Oneonta became a settlement and has been a place to do one's "trading," whether it was the 18th century, or 2012, because of the five valleys that converge here. Only the places of doing the "trading" have changed a bit over the last 100 years, and Oneonta remains a place that attracts visitors and has always been a decent place to live and work.
100 Years Ago
A young city, with a population of 10,141, Oneonta had grown by nearly 3,000 residents since the turn of the century.
The downtown business district was growing, with new business blocks being constructed east of Ford Avenue and Main Street.
The major employer at the time was the D&H Railroad, fast approaching its peak number of city residents at work in the railroad yards, around 39 percent.
Others were rolling cigars and the agricultural base was strong, with many area farms still growing hops, a main ingredient used in brewing beer.
When not at work, Oneontans enjoyed time in the new Neahwa Park, or watching baseball at the ballpark, where today's Damaschke Field is found.
75 years ago
Oneonta was enduring The Great Depression much better than larger cities.

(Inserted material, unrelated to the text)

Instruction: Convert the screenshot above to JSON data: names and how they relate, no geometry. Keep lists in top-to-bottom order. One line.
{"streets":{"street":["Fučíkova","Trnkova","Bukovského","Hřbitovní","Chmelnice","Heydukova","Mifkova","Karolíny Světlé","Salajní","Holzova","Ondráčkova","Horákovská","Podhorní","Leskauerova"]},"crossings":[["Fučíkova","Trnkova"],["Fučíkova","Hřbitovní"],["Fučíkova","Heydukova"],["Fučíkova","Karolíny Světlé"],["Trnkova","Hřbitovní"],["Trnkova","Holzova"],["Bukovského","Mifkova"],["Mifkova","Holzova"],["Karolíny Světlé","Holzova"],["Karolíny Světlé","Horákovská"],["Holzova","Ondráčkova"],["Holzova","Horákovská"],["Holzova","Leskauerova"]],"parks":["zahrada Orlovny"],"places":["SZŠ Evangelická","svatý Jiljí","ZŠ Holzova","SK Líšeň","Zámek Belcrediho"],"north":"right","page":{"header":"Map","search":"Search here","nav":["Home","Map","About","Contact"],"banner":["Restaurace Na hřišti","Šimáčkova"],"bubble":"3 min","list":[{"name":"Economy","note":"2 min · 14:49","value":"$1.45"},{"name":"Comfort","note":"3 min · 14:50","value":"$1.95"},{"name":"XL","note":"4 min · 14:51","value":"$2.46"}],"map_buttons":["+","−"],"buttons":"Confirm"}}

Oneonta was still completely lined with family farms along Southside, where the mall and box stores are found today. The railroad was still somewhat busy, despite a major decrease in freight business.

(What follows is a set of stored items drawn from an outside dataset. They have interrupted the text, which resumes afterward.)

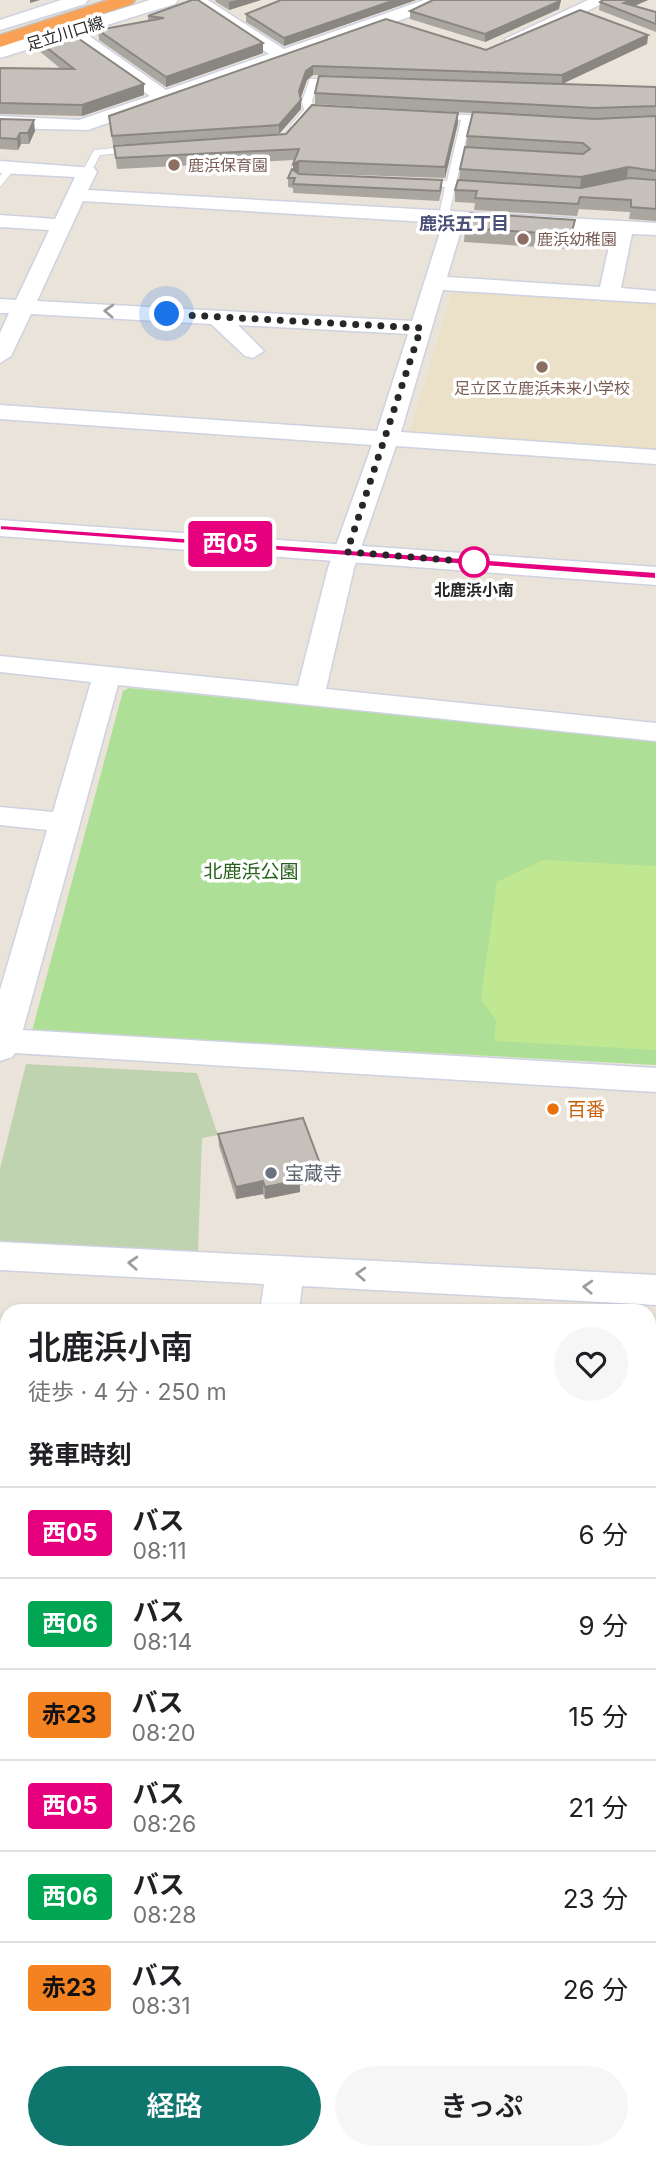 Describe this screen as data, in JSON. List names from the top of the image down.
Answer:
{
  "streets": {
    "street": ["足立川口線"]
  },
  "districts": ["鹿浜五丁目"],
  "parks": ["北鹿浜公園"],
  "places": [
    "鹿浜保育園",
    "鹿浜幼稚園",
    "足立区立鹿浜未来小学校",
    "北鹿浜小南",
    "百番",
    "宝蔵寺"
  ],
  "lines": ["bus line 西05"],
  "page": {
    "on_map": "西05",
    "heading": [
      ["北鹿浜小南", "徒歩 · 4 分 · 250 m"],
      "発車時刻"
    ],
    "list": [
      {
        "mark": "西05",
        "name": "バス",
        "note": "08:11",
        "value": "6 分"
      },
      {
        "mark": "西06",
        "name": "バス",
        "note": "08:14",
        "value": "9 分"
      },
      {
        "mark": "赤23",
        "name": "バス",
        "note": "08:20",
        "value": "15 分"
      },
      {
        "mark": "西05",
        "name": "バス",
        "note": "08:26",
        "value": "21 分"
      },
      {
        "mark": "西06",
        "name": "バス",
        "note": "08:28",
        "value": "23 分"
      },
      {
        "mark": "赤23",
        "name": "バス",
        "note": "08:31",
        "value": "26 分"
      }
    ],
    "buttons": ["経路", "きっぷ"]
  }
} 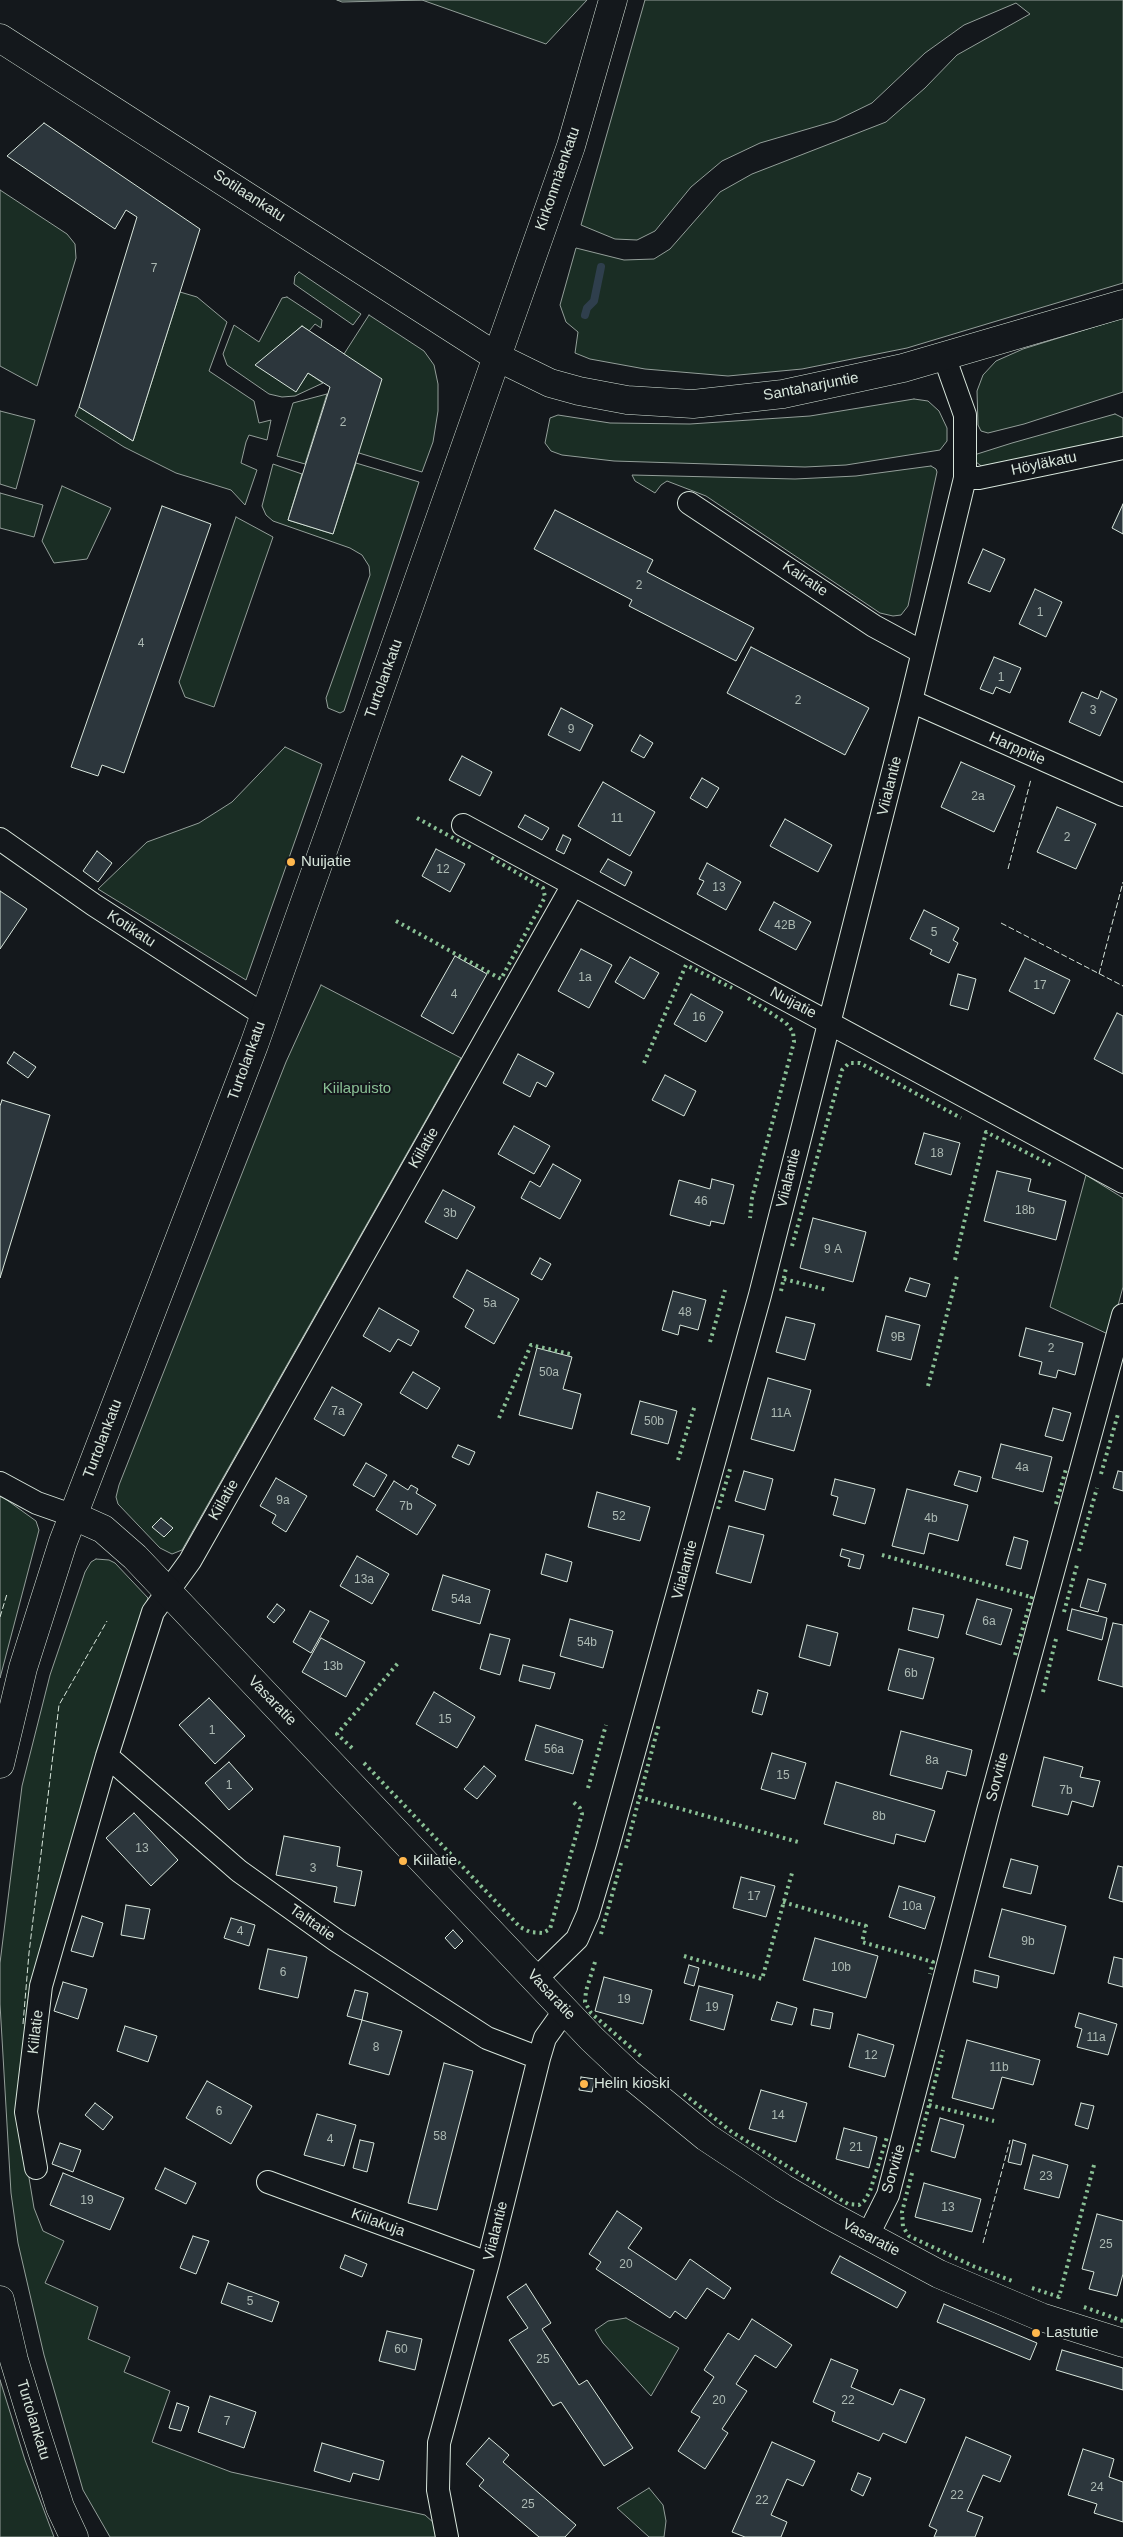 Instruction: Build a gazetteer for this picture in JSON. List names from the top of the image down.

A fairly new institution, Hartwick College, came close to closing down because of low enrollment.
A new hospital, Homer Folks Tuberculosis Hospital, had recently opened on upper West Street, to fight the "great white plague" for patients in a nine-county region. It is today's Job Corps Academy.

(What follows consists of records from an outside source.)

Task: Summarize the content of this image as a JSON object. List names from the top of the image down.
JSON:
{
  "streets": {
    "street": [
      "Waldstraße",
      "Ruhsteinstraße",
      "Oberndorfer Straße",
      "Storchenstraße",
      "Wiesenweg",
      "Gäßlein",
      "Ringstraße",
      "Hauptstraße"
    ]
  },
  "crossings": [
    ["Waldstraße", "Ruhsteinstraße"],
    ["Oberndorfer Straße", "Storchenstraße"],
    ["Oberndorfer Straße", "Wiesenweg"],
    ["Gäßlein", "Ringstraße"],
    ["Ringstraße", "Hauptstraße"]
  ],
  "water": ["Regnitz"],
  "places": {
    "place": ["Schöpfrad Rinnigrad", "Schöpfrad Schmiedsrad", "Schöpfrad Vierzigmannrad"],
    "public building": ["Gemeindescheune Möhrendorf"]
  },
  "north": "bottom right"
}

Our area saw benefits of Depression programs initiated by President Franklin D. Roosevelt. Local people employed by the Works Progress Administration improved creek linings and built a bathhouse and a more modern pool in Wilber Park, as well as a new grandstand at the ballpark in Neahwa Park. The Civilian Conservation Corps camp in nearby Laurens was developing Gilbert Lake State Park into the outdoor recreation and camping gem we know today.
Oneontans were reading about trouble beginning in Europe each day in The Oneonta Star.
50 years ago
The city was slowly buying into a "modernizing" program in its downtown business district, known as urban renewal. It was a nationwide movement following World War II. There was retail competition creeping in from the town of Oneonta, as a discount department store opened in late 1962 called Jamesway, in Emmons. There was also an effort to establish a traffic "arterial" to bypass Oneonta's downtown. We know it today as Interstate 88.
The D&H Railroad had seen some significant reductions in its labor force in recent years, because of the introduction of the diesel locomotive engine, replacing the old steam locomotives.
Fewer repairs to the engines were needed, which used to be done in a large roundhouse in the D&H railyards.
The most significant growth began in the history of the State University College at Oneonta, in both buildings and enrollment. The institution began as the State Normal School with one building in 1889. Hartwick College also saw a similar surge in growth.
25 years ago
Oneonta's efforts with urban renewal resulted in the destruction of many old buildings in the 1960s and '70s, but its ultimate goal -- of building a competitive downtown shopping district with the Town of Oneonta -- never materialized.
The urban renewal effort was finally abandoned in the mid-1980s, once the Southside Mall was completed in 1983. Downtown Oneonta merchants continued to compete, despite the departure of several longtime stores, fleeing to the malls or just going out of business.
The decline in employment numbers continued on the D&H Railroad yards in Oneonta, as the system endured bankruptcy and a few different owners. The last railroad employees would be gone by early 1996.
The 1980 Census showed Oneonta's population at 14,810, a decline of about 2,600 since the 1970 Census.